**Problem to solve**
Find each line of the material below in which the word "Antonio" occurs, and return it.

**Given records**
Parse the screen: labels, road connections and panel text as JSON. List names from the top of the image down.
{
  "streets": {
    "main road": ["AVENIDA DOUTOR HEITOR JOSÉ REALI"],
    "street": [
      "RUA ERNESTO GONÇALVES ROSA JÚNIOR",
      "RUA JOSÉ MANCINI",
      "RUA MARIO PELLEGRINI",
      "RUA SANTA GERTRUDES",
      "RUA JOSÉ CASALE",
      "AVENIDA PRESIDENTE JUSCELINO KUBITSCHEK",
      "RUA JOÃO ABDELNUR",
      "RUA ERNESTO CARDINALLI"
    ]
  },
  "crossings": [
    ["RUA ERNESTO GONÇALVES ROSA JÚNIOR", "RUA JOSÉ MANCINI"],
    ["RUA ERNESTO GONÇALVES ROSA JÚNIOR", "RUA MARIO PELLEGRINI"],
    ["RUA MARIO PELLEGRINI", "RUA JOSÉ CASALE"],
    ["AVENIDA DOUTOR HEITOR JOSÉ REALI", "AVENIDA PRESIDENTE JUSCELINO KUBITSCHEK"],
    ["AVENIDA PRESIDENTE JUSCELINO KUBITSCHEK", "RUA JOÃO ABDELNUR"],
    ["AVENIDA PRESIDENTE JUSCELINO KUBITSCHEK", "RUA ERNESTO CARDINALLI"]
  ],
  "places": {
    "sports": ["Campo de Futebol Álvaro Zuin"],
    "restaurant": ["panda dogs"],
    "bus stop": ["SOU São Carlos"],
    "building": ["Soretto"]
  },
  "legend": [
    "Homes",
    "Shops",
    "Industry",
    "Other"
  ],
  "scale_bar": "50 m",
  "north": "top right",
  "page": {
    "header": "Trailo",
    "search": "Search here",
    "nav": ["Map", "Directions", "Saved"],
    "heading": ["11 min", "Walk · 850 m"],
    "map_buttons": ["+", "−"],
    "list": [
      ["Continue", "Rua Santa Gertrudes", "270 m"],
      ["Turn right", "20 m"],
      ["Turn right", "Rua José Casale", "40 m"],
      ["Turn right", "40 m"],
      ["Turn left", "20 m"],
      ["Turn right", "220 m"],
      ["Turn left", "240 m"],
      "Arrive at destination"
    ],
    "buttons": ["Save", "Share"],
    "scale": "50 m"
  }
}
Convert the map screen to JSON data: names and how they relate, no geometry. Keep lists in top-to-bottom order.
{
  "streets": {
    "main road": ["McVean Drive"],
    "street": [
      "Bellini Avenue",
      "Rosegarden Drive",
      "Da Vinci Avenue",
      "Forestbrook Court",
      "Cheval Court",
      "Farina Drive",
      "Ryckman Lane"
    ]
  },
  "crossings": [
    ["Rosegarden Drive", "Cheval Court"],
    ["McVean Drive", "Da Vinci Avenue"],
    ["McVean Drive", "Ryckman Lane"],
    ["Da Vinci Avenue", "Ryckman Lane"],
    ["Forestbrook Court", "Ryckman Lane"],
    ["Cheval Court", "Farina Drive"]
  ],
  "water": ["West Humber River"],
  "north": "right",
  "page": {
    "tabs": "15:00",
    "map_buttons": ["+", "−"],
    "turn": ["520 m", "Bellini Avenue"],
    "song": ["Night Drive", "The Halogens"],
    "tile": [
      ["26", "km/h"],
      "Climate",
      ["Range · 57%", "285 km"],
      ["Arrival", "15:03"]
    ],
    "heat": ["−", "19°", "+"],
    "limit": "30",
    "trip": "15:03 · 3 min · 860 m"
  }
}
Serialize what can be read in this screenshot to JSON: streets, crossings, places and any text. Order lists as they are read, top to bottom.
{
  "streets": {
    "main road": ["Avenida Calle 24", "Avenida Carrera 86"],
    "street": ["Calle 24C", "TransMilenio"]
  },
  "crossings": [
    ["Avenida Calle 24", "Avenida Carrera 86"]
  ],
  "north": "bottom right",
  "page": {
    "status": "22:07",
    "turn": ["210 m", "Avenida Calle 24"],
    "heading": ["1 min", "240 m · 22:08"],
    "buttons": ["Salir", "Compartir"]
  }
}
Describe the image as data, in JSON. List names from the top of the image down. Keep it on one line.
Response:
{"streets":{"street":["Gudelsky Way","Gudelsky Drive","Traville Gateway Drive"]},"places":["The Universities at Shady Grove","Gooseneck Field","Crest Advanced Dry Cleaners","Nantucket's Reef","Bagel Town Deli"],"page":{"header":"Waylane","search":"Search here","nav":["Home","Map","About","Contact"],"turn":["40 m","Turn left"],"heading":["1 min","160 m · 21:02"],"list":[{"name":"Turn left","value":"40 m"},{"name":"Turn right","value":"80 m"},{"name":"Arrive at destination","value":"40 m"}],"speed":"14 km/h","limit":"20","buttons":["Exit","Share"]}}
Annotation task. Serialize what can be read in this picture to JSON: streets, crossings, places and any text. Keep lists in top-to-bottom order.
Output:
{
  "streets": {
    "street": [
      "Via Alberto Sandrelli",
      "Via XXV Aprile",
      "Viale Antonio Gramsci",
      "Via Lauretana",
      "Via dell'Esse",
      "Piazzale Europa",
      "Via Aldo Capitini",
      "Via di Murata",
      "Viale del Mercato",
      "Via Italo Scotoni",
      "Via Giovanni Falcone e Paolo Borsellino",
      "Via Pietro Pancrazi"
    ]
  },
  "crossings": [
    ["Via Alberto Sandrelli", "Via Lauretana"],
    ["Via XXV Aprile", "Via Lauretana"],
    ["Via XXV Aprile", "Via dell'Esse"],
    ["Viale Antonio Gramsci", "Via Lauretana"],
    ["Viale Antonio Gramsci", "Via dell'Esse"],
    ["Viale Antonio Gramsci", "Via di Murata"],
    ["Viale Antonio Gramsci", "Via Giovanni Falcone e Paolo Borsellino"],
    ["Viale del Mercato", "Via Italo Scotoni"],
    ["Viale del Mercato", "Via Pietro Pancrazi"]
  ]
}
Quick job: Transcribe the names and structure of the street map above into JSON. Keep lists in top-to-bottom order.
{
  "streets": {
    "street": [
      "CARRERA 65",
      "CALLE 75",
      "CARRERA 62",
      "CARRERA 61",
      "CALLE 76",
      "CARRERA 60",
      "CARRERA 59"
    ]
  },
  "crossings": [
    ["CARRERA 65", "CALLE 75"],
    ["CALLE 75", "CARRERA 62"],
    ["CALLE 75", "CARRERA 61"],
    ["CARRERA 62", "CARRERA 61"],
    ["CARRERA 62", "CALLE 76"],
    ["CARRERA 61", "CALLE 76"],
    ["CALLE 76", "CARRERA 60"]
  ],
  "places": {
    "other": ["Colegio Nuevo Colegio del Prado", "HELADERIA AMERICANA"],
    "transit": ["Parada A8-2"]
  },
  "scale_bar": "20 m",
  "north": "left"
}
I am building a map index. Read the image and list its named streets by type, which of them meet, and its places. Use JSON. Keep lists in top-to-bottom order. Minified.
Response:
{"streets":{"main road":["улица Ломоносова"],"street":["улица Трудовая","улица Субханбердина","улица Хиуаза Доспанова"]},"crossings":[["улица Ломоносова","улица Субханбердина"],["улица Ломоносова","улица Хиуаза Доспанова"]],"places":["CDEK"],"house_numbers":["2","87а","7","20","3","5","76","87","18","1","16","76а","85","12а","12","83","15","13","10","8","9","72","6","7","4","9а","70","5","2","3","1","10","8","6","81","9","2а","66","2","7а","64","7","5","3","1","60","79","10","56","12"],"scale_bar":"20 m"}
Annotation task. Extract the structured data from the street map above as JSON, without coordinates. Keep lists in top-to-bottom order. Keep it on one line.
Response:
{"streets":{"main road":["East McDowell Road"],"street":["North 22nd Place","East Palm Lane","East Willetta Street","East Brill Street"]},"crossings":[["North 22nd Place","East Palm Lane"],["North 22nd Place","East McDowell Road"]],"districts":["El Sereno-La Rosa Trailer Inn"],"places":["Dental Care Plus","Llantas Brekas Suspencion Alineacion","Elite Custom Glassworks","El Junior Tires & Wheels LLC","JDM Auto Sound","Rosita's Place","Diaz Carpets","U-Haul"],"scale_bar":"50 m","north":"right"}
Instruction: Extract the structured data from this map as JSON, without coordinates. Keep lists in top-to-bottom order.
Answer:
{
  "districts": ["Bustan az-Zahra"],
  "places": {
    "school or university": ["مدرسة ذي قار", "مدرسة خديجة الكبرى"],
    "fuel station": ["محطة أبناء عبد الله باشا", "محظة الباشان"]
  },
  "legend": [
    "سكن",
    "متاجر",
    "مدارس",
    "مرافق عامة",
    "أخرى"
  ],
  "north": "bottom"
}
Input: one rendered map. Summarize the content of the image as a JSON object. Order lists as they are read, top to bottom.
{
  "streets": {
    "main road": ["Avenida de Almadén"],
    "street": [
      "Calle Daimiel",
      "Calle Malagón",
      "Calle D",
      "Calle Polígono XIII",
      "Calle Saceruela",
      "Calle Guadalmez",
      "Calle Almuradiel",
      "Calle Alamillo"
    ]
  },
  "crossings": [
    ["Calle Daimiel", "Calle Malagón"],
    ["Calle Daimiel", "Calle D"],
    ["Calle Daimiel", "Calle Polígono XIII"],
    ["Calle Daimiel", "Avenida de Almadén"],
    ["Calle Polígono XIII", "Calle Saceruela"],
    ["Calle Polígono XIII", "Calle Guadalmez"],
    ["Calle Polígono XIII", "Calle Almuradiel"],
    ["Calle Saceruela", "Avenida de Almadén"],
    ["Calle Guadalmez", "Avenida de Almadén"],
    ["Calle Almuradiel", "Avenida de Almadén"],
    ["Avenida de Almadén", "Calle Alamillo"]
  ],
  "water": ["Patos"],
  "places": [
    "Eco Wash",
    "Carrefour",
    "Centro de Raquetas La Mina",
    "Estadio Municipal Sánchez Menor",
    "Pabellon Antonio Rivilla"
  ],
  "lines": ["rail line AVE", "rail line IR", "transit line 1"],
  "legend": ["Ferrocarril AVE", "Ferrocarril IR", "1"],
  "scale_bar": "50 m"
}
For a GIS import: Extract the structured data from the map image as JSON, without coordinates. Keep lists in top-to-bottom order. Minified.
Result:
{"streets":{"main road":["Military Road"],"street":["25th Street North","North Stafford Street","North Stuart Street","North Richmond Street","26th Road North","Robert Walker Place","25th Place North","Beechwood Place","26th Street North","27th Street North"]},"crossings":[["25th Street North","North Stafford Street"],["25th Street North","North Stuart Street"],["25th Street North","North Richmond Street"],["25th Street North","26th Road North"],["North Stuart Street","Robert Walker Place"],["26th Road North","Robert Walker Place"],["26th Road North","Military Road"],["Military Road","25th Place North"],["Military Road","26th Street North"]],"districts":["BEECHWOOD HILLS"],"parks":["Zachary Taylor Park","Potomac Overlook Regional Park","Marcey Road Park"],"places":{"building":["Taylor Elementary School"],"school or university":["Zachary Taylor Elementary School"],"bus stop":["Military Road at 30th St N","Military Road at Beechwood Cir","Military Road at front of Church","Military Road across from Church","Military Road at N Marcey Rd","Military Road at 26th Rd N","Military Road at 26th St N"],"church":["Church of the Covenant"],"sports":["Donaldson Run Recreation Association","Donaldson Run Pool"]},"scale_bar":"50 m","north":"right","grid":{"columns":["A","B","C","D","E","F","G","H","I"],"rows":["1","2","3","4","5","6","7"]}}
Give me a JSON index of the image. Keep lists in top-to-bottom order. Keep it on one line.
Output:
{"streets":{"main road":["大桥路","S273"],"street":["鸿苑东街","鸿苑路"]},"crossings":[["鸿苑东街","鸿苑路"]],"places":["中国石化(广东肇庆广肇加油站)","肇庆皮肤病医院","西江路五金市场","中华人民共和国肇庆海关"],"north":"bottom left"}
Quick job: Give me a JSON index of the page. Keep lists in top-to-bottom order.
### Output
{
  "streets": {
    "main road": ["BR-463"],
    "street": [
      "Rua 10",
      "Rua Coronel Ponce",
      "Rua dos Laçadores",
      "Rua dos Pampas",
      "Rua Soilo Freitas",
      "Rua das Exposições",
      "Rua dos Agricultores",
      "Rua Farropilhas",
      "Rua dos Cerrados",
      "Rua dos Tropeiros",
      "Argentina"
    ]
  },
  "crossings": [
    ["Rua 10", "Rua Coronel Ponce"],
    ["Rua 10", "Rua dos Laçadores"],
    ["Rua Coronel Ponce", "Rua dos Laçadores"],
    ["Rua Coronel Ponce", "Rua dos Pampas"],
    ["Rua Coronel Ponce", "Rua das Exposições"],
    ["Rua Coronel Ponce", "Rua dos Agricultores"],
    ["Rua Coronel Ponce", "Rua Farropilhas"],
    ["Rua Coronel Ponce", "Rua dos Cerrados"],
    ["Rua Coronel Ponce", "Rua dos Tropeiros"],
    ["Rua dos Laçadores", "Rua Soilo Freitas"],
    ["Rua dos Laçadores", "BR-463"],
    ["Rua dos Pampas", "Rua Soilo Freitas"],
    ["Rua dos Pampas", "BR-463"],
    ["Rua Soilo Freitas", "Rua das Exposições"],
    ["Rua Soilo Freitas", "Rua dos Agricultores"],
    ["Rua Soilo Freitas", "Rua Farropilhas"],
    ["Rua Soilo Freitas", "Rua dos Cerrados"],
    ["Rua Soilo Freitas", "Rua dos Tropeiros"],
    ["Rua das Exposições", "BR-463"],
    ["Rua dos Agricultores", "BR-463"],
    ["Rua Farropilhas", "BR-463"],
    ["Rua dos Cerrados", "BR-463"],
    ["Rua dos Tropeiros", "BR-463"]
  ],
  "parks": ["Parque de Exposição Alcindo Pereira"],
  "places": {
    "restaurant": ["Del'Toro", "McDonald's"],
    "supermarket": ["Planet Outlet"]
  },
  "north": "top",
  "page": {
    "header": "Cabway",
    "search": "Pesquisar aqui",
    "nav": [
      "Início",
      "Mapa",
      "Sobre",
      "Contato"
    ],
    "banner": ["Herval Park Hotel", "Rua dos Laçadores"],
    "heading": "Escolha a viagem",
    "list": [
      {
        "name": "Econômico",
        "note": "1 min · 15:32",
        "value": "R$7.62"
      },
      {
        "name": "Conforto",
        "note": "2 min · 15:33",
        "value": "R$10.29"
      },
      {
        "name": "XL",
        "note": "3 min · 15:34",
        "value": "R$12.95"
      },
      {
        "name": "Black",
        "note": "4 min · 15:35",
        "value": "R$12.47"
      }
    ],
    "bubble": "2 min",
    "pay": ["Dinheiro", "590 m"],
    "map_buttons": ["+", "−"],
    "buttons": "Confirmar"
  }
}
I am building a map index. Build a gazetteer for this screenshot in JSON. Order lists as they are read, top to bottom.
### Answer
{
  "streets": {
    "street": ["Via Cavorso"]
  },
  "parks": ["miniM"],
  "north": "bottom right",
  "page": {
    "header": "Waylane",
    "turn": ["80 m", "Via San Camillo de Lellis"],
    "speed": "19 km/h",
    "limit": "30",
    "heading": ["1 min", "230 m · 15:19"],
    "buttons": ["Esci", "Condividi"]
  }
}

**Written response**
      "Viale Antonio Gramsci",
    ["Viale Antonio Gramsci", "Via Lauretana"],
    ["Viale Antonio Gramsci", "Via dell'Esse"],
    ["Viale Antonio Gramsci", "Via di Murata"],
    ["Viale Antonio Gramsci", "Via Giovanni Falcone e Paolo Borsellino"],
    "Pabellon Antonio Rivilla"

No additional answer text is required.